Solidarity wanted Eskom to pay 34 retired licensed nuclear power operators at the Koeberg Power Station a yearly once-off non-pensionable payment equal to double the basic salaries.
Eskom said the union also alleged that the agreement included a system of early retirement to these employees in terms of which they would be credited with condoned service of six months for each year served as a licensed operator, or pro rata for part thereof in addition to the 12 months ordinarily credited.
Solidarity told Fin24 this week that it had “resigned itself” to the Constitutional Court ruling, but should the opportunity arise “we would fight another 17 years for these members”.
Deon Reyneke, head of Solidarity’s Energy Industry, said “sometimes you don’t get the result you deserve, but it doesn’t mean the battle wasn’t worth it”.

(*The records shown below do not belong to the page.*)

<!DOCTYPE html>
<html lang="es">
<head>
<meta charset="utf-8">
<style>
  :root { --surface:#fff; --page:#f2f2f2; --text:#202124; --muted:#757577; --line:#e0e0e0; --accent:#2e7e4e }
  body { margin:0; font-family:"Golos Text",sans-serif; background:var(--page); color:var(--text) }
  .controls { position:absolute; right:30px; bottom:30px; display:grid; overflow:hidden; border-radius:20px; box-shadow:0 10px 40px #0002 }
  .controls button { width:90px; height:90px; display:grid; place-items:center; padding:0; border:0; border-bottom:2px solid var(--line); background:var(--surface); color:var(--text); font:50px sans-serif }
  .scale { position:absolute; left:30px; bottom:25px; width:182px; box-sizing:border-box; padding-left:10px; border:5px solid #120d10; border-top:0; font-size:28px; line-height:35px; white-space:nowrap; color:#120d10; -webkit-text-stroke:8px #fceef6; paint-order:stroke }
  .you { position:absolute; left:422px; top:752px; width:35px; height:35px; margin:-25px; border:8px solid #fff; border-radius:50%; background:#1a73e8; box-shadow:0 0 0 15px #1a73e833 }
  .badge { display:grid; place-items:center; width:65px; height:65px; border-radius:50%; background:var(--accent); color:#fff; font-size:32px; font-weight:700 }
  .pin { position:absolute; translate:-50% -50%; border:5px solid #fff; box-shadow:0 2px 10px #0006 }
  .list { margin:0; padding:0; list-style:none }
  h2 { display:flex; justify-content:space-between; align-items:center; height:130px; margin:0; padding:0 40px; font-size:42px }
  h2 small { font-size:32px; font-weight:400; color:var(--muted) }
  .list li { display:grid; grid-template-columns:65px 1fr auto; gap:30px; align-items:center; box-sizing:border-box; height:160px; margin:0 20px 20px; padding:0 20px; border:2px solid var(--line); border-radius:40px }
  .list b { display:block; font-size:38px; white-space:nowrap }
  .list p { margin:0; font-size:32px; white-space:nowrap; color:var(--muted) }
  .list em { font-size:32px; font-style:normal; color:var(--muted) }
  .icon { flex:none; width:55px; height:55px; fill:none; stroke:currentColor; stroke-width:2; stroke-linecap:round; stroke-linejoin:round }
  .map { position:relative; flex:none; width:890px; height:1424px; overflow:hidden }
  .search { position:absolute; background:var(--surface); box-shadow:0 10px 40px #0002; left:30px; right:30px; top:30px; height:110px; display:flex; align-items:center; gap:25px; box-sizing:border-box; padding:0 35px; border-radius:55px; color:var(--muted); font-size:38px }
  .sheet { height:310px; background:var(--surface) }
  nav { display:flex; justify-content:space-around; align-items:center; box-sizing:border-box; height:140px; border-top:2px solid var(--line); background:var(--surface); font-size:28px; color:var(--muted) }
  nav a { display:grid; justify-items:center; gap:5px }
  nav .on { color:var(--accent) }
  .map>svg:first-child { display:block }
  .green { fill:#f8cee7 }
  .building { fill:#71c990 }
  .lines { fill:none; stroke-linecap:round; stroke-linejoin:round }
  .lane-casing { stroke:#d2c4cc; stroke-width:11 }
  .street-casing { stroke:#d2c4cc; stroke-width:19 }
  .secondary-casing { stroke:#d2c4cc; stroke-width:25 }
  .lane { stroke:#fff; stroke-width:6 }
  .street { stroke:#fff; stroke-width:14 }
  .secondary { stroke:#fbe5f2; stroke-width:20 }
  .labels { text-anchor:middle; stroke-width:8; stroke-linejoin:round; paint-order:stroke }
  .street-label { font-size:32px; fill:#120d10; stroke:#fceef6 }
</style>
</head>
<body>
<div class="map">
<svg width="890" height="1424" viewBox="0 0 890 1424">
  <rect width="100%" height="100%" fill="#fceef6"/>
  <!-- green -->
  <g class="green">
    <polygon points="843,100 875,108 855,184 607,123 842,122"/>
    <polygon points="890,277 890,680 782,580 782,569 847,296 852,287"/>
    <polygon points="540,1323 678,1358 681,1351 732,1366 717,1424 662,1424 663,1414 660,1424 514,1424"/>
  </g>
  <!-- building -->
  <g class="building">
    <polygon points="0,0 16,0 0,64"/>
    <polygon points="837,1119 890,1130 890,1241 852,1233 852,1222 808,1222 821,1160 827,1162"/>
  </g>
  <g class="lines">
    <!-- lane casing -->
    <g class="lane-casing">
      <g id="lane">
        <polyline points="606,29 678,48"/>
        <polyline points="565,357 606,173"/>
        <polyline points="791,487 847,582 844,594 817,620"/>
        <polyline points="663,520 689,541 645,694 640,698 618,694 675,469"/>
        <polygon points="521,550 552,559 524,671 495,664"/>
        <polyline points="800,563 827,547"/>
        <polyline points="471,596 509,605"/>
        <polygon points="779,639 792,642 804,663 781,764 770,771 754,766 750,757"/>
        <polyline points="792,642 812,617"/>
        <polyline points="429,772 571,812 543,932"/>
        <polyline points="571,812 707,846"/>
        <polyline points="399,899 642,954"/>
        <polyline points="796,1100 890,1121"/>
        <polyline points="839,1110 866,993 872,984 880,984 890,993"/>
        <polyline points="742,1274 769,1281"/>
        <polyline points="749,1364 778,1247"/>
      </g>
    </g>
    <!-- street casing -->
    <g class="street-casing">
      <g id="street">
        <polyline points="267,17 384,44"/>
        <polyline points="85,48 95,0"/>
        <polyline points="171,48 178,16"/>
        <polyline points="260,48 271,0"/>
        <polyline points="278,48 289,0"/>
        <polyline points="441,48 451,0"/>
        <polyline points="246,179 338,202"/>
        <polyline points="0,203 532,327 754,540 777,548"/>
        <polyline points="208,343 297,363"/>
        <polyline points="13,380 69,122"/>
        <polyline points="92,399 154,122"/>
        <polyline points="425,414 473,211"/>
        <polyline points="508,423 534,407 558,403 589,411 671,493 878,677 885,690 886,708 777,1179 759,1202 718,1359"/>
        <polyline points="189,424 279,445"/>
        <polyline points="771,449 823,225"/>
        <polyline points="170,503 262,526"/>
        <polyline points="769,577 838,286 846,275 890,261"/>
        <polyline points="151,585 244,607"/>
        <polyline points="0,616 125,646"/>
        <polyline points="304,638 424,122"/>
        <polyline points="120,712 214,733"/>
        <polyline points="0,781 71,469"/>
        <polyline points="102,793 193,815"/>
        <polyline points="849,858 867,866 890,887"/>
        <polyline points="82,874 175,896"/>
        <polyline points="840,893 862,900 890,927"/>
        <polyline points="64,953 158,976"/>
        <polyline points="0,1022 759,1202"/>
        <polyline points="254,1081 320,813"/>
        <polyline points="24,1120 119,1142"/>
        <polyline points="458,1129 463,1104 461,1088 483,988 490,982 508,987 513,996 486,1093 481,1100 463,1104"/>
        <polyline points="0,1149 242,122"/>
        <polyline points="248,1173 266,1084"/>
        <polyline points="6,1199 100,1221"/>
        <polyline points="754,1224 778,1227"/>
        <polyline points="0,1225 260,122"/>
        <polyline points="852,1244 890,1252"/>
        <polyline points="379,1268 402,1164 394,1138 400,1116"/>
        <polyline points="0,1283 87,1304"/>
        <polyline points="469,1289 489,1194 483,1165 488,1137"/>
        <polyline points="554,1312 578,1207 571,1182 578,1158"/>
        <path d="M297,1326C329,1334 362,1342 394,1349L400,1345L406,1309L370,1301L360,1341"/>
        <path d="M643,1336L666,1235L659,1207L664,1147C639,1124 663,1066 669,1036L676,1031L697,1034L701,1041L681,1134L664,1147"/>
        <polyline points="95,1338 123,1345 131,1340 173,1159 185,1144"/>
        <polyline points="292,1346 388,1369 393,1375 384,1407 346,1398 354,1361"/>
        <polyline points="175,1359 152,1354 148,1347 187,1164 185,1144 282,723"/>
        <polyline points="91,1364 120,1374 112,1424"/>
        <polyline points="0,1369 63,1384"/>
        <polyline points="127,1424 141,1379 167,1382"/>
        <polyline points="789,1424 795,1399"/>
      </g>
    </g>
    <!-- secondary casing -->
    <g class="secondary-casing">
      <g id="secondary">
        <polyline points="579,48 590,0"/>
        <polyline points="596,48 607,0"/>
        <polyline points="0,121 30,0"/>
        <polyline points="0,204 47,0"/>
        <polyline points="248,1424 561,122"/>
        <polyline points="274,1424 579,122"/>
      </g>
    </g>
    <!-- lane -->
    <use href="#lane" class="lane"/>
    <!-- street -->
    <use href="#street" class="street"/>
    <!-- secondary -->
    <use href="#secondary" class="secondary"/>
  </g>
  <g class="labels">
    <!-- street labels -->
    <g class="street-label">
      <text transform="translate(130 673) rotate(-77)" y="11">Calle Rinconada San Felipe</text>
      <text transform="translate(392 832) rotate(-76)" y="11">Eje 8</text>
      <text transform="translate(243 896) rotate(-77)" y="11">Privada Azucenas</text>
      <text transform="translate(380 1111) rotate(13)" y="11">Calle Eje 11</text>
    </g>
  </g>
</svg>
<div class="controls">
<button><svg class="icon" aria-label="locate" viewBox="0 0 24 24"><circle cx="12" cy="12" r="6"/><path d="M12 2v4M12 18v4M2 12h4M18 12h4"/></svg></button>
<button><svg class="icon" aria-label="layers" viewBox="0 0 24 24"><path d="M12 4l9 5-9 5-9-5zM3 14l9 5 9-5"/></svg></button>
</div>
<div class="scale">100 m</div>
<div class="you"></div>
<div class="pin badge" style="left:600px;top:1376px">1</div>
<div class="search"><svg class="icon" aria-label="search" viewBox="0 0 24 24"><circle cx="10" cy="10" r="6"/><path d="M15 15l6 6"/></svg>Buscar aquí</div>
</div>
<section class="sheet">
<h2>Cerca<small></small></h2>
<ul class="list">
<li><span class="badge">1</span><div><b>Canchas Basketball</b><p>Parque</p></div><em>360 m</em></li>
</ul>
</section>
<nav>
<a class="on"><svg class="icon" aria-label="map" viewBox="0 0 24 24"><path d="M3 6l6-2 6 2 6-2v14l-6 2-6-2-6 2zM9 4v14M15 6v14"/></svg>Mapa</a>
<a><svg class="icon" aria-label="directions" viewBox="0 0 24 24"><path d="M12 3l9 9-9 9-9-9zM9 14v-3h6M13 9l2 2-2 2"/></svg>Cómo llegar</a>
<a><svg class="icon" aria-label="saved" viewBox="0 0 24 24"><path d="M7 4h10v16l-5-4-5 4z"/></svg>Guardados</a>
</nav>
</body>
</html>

The court stated that “the application should be dismissed as it bears no prospect of success”.
Eskom said its response throughout the years had always been that no agreement had been entered into, and that only proposals had been discussed between the parties.
Reyneke said Solidarity was disappointed by the ruling, and it was “still convinced that the manager of the power station acted within his mandate in 1998 and that the agreement was thus valid”.
The case dates back to 1998 when Solidarity and Eskom reached an agreement that the Koeberg nuclear power operators may, in accordance with generally accepted international practice, go on early retirement due to the hazardous nature of their work, explained Reyneke.
“In addition, Eskom would continue to contribute to the employees’ pension to avoid penalties due to early retirement. This would have been calculated according to a fixed formula based on years of service.
“The formal agreement was ratified on 2 November 1998, and an Eskom directive (written policy) was issued by the manager of the Koeberg Power Station. Soon, a group of employees, who also wanted to benefit from the agreement but didn’t qualify for it, threatened with strike action.
“Suddenly, Eskom argued that the manager of the power station acted outside his powers and mandate and that the agreement was not valid. According to Solidarity’s information, the decision to withdraw the agreement came directly from the former CEO in a bid to avert the impending strike.
“Solidarity declared a dispute and the matter was referred to the Labour Court. After a drawn-out legal process which went backwards and forwards, the case finally went to court in 2010 and 2011.
“The court found for Solidarity, ordering Eskom to honour the agreement. Eskom approached the Labour Appeal Court and in 2013 this court found for Eskom. Solidarity then applied to the Constitutional Court for leave to appeal against the Labour Appeal Court ruling. In May this year, the Constitutional Court rejected the application,” Reyneke said.
Eskom said its legal team will now proceed to recover its legal costs from Solidarity.
“The process for recovering legal costs entails a bill of costs being drawn up by attorneys, which is then submitted to the taxing master at the court for taxation,” said Eskom spokesperson Khulu Phasiwe.
“The taxing master allows certain costs and may disallow others in accordance with a specific tariff. The process will therefore take some time to finalise.”